Этот постулат стоит в «Началах» Эвклида как-го особняком. Сформулирован он тяжеловесно, невнятно, сложнее, чем остальные. Его называли «странным», «загадочным». Будто кто-то с другой планеты или же с мифической Атлантиды, более умудренный, знающий нечто неведомое древним грекам, продиктовал аксиому великому геометру, а Эвклид остановился перед ней в недоумении, но, поразмыслив, все-таки внес в свои «Начала», глубоко, однако, сомневаясь в том, является ли пятый постулат в самом деле постулатом или он — доказуемая теорема. Ведь «Начала» — результат труда не столько самого Эвклида, сколько его предшественников. Эвклид привел в стройную систему все то, что существовало до него, поднял огромный пласт греческой геометрии.

Пятый постулат Эвклида в «Началах» сформулирован так: «И если прямая, падающая на две прямые, образует внутренние и по одну сторону углы, меньше двух прямых, — то продолженные эти две прямые неограниченно встретятся с той стороны, где углы меньше двух прямых».

Этот постулат лежит в основе учения о параллельных прямых. Параллельными называются прямые, лежащие в одной плоскости и не пересекающиеся, как далеко бы мы их ни продолжали.

Приняв пятый постулат за непогрешимую истину, за аксиому, можно доказать, что к прямой через точку, лежащую вне ее, всегда можно провести одну, и только одну, параллельную.

Но является ли пятый постулат аксиомой — истиной, не требующей доказательств? И в самом ли деле через точку, взятую вне прямой, можно провести лишь одну-единственную параллельную этой прямой? Казалось бы, стоит лишь взглянуть на чертеж — и все ясно. Однако геометрия — наука строгая, она мало верит наглядности, непосредственному впечатлению, зрительным ощущениям. Чертеж — всего-навсего иллюстрация, а не способ доказательства.

Есть в «Началах» аксиомы, настолько очевидные, что они в самом деле не вызывают никаких сомнений, например: «целое больше части», «через всякие две различные точки проходит одна, и только одна, прямая», «равные порознь третьему, равны между собой». Пятый постулат лишен подобной очевидности. Еще древним грекам казалось, что положение о параллельных есть теорема, а не аксиома, и ее следует доказать на основе других аксиом и постулатов. Решили, что пятый постулат попал в число аксиом не потому, что его нельзя доказать, а лишь потому, что сам Эвклид не смог найти доказательства. Он оставил эту работу другим математикам.

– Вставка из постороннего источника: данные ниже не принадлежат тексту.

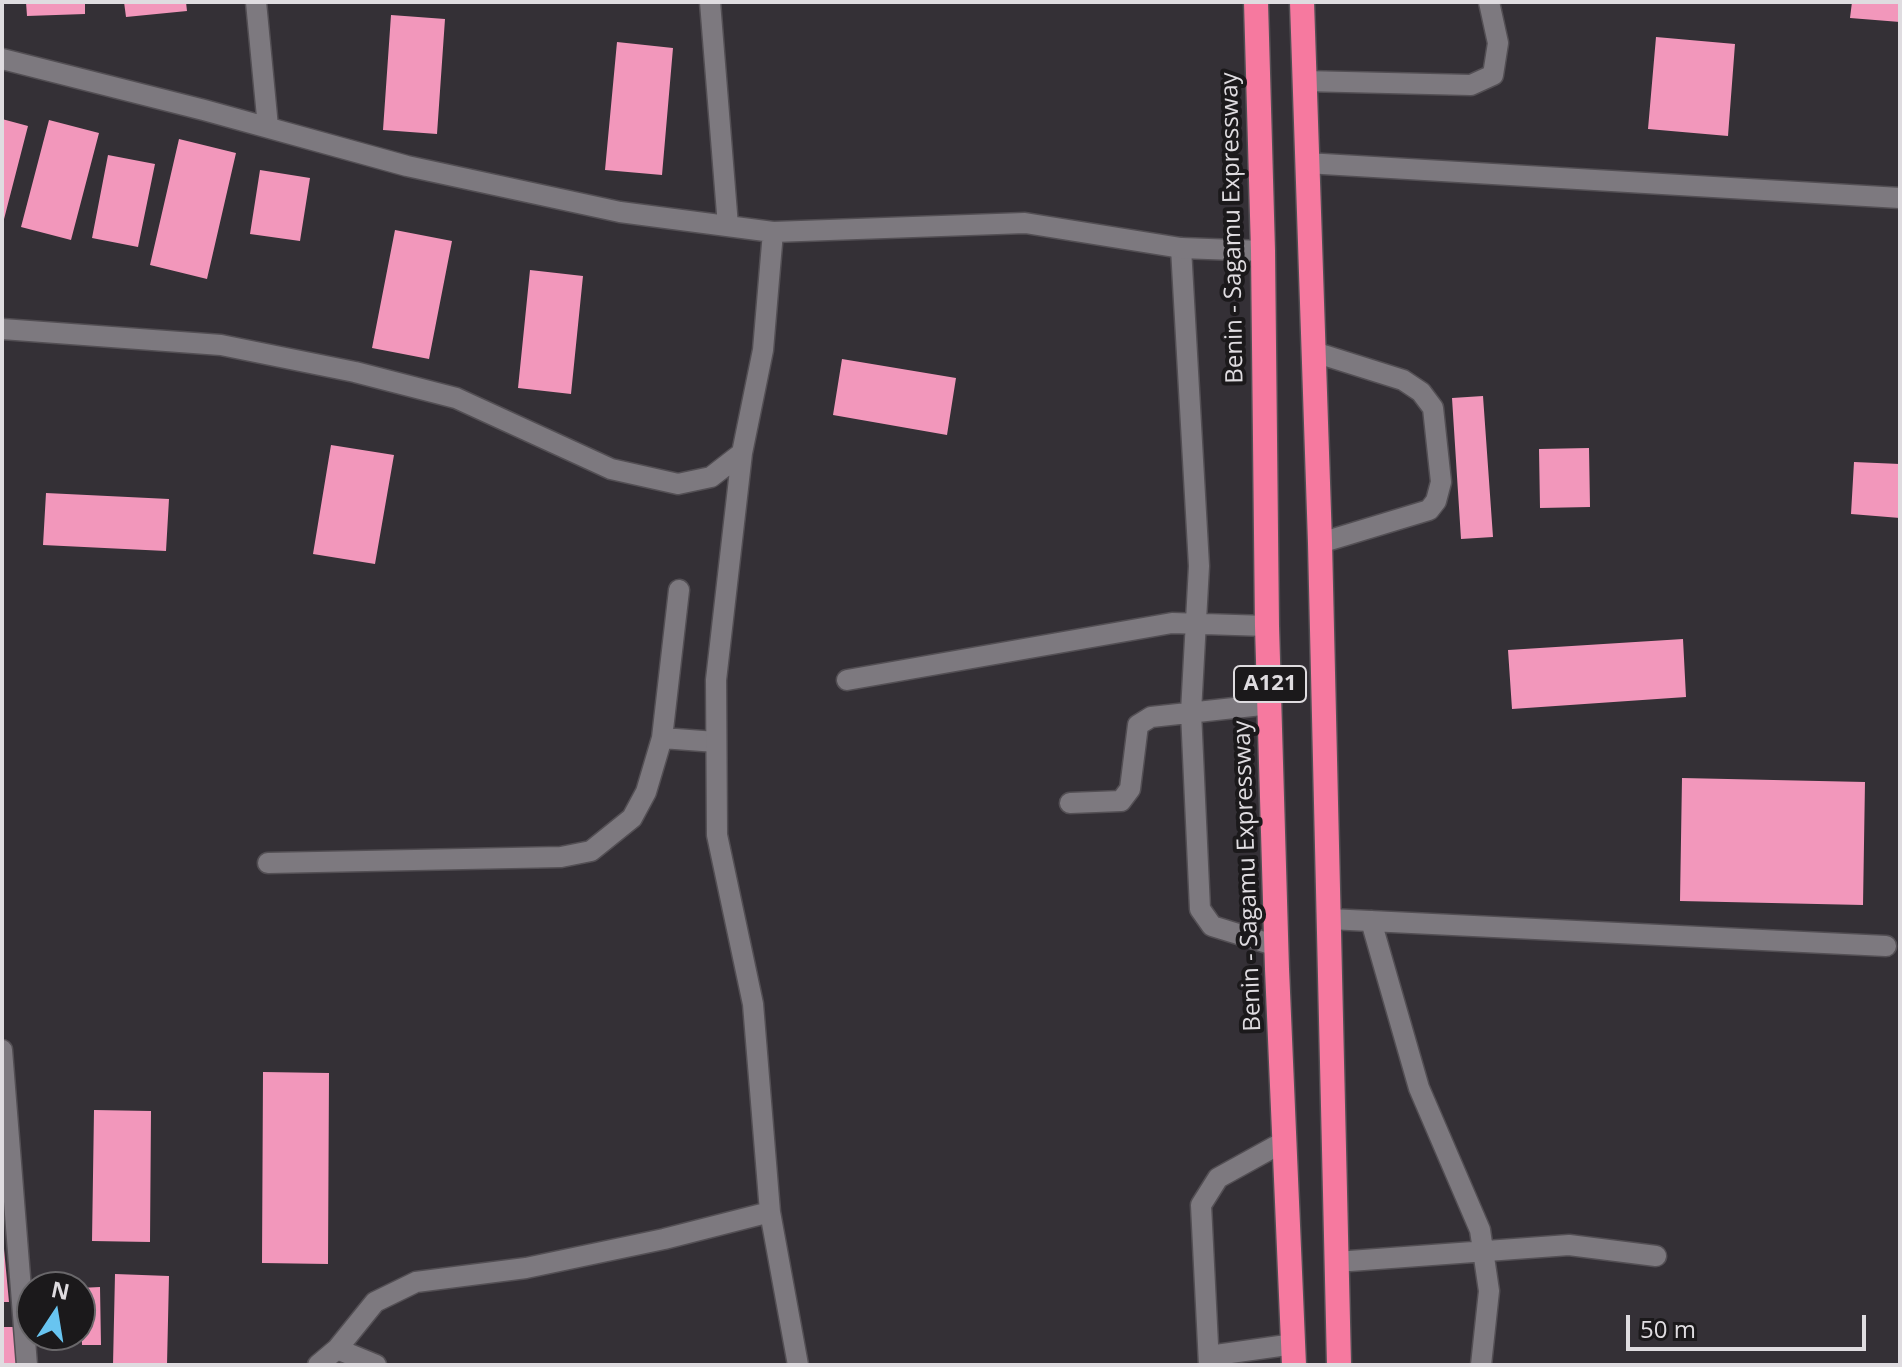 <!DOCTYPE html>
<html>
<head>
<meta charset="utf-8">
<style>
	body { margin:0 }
	#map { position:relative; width:1902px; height:1367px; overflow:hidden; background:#343036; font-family:"Open Sans",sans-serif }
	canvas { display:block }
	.frame { position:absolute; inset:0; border:4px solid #dfdce0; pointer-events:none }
	.north { position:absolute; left:16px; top:1271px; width:80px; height:80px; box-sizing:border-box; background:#1b191b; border:2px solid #69676a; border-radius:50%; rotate:12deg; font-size:22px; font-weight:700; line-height:32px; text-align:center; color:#dfdce0 }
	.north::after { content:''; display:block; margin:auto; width:28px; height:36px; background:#68c4f0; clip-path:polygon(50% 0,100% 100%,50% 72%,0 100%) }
	.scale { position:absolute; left:1626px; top:1315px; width:240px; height:36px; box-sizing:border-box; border:4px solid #dfdce0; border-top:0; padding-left:10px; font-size:24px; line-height:28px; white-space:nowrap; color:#dfdce0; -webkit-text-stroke:6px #1b191b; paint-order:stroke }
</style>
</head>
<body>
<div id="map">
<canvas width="1902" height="1367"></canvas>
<div class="frame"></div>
<div class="north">N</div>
<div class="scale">50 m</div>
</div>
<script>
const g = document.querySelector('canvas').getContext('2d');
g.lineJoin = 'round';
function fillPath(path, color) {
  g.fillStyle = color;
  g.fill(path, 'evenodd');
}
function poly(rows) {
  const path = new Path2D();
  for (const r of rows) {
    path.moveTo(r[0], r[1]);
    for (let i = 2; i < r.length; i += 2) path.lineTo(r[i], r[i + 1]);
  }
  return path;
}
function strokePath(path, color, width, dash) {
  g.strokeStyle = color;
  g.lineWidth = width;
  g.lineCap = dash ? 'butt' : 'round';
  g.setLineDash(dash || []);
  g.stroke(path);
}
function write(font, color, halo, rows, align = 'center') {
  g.font = font + ' "Open Sans",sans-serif';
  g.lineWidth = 8;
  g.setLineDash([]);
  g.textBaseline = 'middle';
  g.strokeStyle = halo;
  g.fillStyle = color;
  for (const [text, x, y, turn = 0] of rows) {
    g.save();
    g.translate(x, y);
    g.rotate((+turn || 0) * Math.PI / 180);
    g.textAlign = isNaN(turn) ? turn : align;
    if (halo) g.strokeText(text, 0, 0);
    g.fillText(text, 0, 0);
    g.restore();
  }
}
fillPath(poly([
	[26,2,85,2,85,14,27,16],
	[124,2,186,2,187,11,126,17],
	[1852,2,1900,2,1900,22,1850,18],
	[391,15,445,19,437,134,383,130],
	[1656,37,1735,44,1728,136,1648,129],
	[617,42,673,48,662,175,605,170],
	[2,119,28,126,3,223,2,223],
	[49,120,99,133,71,240,21,227],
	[179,139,236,153,207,279,150,265],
	[108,155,155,164,138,247,92,238],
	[260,170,310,178,300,241,250,234],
	[395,230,452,241,429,359,372,348],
	[530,270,583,276,571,394,518,388],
	[842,359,956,378,947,435,833,415],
	[1483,396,1493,537,1461,539,1452,398],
	[331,445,394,455,375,564,313,554],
	[1589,448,1590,507,1540,508,1539,449],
	[1854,462,1900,464,1900,518,1851,514],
	[46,493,169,499,166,551,43,545],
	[1683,639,1686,697,1512,709,1508,650],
	[1682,778,1865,782,1863,905,1680,901],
	[263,1072,329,1073,328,1264,262,1263],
	[94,1110,151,1111,150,1242,92,1241],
	[2,1249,4,1249,9,1302,2,1302],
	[115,1274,169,1276,167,1365,113,1365],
	[100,1287,101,1345,82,1345,80,1288],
	[2,1327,17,1327,18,1365,2,1365]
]), '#f297bb');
const lane = poly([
	[1304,81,1471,85,1493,75,1498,43,1489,2],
	[1181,248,1199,566,1191,712,1200,909,1212,926,1277,946],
	[1314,352,1403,380,1421,392,1433,408,1441,482,1436,501,1429,510,1320,543],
	[847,680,1172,623,1267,626],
	[662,738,716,742],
	[1070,803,1121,801,1130,789,1138,725,1151,717,1271,704],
	[268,863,561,857,591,851,632,818,646,792,662,738,679,590],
	[1329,919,1886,946],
	[1371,921,1419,1088,1480,1230,1489,1291,1481,1365],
	[1336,1262,1569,1245,1656,1256],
	[1209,1356,1294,1344],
	[1209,1365,1201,1205,1218,1178,1285,1141]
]);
const street = poly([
	[256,2,268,127],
	[710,2,728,226],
	[2,59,204,110,407,166,620,212,773,232,1025,223,1181,248,1263,251],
	[1306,163,1900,198],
	[773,232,763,350,742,453,716,680,717,835,753,1004,770,1212,798,1365],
	[2,329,221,345,355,372,456,398,611,469,678,484,711,477,742,453],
	[2,1050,27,1365],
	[337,1349,376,1365],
	[318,1365,337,1349,375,1302,416,1282,526,1268,664,1239,770,1212]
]);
const highway = poly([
	[1256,2,1263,251,1267,626,1277,969,1294,1365],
	[1302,2,1320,543,1339,1365]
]);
strokePath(lane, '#534f54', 23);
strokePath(street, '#534f54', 23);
strokePath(highway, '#534f54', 27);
strokePath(lane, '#7d797f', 20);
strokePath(street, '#7d797f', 20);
strokePath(highway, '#f6799f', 24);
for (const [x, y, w] of [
	[1270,684,72]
]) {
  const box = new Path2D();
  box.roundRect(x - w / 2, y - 18, w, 36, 6);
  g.fillStyle = '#1b191b';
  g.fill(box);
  strokePath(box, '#dfdce0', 2);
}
write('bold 22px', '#dfdce0', null, [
	["A121",1270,684]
]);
write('24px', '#dfdce0', '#1b191b', [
	["Benin - Sagamu Expressway",1233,228,-91],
	["Benin - Sagamu Expressway",1248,876,-92]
]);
</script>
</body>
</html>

Нужно раз навсегда определить, что же такое пятый постулат, является ли он логически необходимым следствием остальных. Это следует сделать хотя бы потому, что пятый постулат занимает особое место в геометрии, он как бы делит ее на две части: на «абсолютную» геометрию, которая в своих доказательствах легко обходится без пятого постулата — ей он просто не нужен, и на «собственно эвклидову», где пятый постулат является основой основ, на нем держатся многие теоремы. Не только теория параллельных, но и тригонометрия, подобие фигур и т. д. Пятый постулат — это фундамент. А фундамент должен быть прочным.